**WHAT IS BEING ASKED**
Work out how many lines of the material contain the string "numOctaves"; the answer is that number only.

**THE RECORDS**
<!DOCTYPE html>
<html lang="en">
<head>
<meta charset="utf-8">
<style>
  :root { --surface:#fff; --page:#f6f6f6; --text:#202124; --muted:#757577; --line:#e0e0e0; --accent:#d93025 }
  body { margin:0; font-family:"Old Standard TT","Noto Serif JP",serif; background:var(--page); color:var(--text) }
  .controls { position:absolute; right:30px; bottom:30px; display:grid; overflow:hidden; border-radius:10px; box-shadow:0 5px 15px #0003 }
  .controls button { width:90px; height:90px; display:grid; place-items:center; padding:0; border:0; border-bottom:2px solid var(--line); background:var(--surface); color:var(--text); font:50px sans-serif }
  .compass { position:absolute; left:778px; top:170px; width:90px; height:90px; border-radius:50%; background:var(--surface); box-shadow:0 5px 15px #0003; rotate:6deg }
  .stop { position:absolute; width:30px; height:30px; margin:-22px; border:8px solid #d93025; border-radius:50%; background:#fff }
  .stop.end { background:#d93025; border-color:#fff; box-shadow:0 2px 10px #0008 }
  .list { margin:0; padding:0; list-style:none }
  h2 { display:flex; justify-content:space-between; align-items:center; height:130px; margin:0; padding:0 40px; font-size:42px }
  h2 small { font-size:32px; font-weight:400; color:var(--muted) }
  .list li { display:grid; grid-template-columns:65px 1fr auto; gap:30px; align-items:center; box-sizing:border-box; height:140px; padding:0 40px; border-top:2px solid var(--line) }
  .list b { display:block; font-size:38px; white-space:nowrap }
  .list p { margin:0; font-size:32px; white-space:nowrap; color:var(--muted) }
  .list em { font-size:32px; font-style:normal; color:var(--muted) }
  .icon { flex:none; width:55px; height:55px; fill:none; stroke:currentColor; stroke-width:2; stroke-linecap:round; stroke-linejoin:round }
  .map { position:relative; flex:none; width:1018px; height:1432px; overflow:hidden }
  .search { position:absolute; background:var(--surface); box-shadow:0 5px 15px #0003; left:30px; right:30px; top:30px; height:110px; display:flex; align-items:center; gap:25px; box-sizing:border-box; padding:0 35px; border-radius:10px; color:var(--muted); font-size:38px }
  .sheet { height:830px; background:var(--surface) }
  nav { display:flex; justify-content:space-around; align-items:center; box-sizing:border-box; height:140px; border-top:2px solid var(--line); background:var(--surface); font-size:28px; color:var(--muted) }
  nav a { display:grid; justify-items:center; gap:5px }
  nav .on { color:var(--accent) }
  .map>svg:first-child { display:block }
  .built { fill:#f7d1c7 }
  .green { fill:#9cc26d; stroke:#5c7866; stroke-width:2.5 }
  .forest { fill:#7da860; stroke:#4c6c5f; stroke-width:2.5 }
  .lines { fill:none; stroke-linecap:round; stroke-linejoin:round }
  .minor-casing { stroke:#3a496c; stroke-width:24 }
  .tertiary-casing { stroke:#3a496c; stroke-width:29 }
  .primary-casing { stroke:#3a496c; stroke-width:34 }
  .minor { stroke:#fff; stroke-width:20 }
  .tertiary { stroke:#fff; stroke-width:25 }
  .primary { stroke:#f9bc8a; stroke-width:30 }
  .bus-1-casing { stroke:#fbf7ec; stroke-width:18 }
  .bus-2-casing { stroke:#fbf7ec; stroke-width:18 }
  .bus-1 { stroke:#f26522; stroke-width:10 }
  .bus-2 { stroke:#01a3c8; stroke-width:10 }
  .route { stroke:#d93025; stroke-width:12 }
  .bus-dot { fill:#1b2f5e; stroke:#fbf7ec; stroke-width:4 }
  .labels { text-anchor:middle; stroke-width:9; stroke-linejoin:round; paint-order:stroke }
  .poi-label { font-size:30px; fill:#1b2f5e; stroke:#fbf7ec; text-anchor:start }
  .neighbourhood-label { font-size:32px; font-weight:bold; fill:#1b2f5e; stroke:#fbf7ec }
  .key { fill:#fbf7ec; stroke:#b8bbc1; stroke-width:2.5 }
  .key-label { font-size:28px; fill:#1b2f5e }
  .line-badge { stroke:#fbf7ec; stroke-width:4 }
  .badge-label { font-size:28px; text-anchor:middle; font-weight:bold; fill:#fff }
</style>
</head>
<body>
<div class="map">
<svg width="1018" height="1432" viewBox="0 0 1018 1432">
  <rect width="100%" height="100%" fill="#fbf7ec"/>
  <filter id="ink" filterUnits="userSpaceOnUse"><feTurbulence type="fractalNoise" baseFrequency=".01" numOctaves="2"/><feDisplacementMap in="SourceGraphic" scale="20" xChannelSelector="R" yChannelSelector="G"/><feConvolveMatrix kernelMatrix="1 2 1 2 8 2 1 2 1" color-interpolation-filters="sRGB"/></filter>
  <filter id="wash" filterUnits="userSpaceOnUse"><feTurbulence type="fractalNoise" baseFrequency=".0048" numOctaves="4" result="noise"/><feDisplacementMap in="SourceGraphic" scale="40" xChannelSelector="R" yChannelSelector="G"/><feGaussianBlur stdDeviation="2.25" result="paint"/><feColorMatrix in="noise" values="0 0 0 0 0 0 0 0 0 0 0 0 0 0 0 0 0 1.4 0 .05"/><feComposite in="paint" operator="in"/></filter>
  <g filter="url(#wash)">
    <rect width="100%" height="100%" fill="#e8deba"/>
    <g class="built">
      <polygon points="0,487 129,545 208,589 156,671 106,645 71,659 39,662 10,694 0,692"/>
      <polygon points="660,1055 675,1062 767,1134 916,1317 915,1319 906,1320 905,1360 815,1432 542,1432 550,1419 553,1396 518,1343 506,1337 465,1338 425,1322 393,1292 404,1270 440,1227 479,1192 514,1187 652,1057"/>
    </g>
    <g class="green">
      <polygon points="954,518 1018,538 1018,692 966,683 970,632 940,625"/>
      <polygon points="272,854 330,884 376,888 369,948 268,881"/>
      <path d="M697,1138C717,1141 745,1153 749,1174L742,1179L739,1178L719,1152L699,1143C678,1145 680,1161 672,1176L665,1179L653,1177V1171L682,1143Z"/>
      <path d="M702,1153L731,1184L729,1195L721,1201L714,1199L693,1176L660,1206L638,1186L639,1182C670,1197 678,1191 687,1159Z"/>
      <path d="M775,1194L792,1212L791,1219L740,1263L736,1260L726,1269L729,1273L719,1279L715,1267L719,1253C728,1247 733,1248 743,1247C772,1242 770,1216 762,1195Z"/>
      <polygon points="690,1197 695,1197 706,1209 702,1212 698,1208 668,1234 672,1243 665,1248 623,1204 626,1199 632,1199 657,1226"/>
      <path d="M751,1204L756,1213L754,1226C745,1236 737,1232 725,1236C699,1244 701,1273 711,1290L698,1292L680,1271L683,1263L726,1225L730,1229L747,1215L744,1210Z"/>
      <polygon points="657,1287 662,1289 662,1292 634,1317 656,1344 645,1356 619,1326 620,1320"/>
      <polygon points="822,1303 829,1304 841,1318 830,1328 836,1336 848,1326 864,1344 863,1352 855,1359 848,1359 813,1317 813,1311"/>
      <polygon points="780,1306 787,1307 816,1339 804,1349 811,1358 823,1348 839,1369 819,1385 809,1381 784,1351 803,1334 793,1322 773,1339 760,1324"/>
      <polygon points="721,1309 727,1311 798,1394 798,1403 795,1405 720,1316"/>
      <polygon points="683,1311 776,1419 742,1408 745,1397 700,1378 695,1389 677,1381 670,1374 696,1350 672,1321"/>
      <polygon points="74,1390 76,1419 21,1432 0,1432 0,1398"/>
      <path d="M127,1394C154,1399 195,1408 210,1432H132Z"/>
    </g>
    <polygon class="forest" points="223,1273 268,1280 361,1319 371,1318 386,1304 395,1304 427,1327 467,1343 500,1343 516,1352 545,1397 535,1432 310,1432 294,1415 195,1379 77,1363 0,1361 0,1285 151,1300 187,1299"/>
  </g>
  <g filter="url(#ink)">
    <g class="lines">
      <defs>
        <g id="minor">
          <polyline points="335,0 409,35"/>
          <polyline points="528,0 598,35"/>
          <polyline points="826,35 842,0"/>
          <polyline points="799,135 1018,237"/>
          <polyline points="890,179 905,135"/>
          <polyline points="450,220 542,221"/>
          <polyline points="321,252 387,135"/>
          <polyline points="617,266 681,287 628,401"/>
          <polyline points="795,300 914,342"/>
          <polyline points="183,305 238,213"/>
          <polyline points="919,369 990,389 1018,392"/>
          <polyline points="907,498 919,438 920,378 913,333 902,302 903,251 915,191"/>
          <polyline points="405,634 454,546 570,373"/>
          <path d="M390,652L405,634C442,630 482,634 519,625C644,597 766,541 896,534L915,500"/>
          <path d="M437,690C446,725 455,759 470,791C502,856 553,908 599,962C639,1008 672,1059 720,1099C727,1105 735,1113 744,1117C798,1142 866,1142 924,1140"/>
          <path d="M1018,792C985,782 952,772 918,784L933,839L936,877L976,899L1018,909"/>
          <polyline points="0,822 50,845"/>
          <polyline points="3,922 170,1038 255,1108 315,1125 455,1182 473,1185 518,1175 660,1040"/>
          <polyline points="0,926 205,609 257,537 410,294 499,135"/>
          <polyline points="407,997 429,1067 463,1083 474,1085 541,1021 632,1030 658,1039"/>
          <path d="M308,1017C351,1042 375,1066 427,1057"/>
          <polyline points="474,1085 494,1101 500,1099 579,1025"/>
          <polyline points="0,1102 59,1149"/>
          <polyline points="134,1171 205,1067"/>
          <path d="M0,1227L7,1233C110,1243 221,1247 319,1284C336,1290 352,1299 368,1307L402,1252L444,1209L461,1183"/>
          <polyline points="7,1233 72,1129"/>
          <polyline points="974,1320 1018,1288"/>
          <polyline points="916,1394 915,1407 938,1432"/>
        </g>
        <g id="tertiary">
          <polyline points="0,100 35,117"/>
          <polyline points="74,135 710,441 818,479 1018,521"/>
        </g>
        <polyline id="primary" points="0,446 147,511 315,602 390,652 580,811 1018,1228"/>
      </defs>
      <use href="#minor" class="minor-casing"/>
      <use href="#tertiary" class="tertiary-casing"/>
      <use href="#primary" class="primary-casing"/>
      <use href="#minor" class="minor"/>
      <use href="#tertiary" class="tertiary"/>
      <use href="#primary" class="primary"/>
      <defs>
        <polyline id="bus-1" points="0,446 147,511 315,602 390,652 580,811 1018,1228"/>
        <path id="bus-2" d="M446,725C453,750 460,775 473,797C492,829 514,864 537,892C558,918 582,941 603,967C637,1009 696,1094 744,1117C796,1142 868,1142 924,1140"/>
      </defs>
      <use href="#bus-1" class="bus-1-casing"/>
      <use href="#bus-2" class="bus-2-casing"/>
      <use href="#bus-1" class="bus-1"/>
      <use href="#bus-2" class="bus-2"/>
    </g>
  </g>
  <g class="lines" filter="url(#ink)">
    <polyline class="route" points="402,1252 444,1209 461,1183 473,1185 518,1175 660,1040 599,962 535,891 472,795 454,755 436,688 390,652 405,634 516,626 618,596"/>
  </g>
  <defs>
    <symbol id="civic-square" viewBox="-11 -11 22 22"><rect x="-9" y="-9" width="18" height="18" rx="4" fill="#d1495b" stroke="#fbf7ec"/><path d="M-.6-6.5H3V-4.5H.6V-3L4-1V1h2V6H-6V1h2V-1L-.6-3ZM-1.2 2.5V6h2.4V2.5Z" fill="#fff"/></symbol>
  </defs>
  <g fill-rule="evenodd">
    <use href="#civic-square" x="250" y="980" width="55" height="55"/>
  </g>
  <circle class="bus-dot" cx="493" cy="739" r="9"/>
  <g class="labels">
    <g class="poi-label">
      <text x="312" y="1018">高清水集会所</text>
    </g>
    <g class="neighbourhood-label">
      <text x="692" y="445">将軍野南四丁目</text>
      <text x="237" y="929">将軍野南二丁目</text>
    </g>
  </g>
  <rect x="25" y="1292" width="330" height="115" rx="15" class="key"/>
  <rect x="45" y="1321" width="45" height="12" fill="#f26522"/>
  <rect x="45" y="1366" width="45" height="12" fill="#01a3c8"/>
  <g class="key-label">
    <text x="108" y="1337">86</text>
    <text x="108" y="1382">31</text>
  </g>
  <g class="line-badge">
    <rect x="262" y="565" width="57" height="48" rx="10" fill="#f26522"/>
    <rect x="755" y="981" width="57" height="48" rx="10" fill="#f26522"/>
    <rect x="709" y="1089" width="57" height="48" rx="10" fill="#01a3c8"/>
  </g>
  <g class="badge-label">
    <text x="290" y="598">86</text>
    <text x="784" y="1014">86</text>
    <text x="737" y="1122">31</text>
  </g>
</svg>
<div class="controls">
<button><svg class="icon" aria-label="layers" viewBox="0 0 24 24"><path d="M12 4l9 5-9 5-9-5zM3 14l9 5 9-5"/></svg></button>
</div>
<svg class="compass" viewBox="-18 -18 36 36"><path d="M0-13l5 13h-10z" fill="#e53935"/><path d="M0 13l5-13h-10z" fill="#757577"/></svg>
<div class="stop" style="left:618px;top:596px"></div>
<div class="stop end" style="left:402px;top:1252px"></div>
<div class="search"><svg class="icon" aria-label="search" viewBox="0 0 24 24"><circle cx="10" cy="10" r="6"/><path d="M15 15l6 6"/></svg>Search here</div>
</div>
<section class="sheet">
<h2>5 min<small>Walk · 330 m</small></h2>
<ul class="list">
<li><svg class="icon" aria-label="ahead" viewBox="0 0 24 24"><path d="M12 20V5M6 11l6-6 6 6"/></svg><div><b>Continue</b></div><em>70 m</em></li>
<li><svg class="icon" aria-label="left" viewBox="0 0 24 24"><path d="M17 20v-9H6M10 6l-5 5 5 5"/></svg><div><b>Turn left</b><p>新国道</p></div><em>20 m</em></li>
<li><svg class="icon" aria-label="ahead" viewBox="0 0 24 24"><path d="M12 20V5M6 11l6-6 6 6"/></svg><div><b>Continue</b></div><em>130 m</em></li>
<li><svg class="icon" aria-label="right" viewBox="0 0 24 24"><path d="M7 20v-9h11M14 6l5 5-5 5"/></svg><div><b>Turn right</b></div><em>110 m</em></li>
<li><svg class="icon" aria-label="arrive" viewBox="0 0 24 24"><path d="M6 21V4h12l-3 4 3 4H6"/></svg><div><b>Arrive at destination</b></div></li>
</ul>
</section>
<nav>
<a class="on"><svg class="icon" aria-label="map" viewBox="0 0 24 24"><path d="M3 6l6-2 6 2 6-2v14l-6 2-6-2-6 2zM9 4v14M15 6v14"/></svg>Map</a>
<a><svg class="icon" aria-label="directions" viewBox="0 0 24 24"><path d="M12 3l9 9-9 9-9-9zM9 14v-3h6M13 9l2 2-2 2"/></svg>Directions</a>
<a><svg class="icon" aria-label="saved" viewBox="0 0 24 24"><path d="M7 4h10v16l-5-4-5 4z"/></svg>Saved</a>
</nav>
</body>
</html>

**REPLY**
2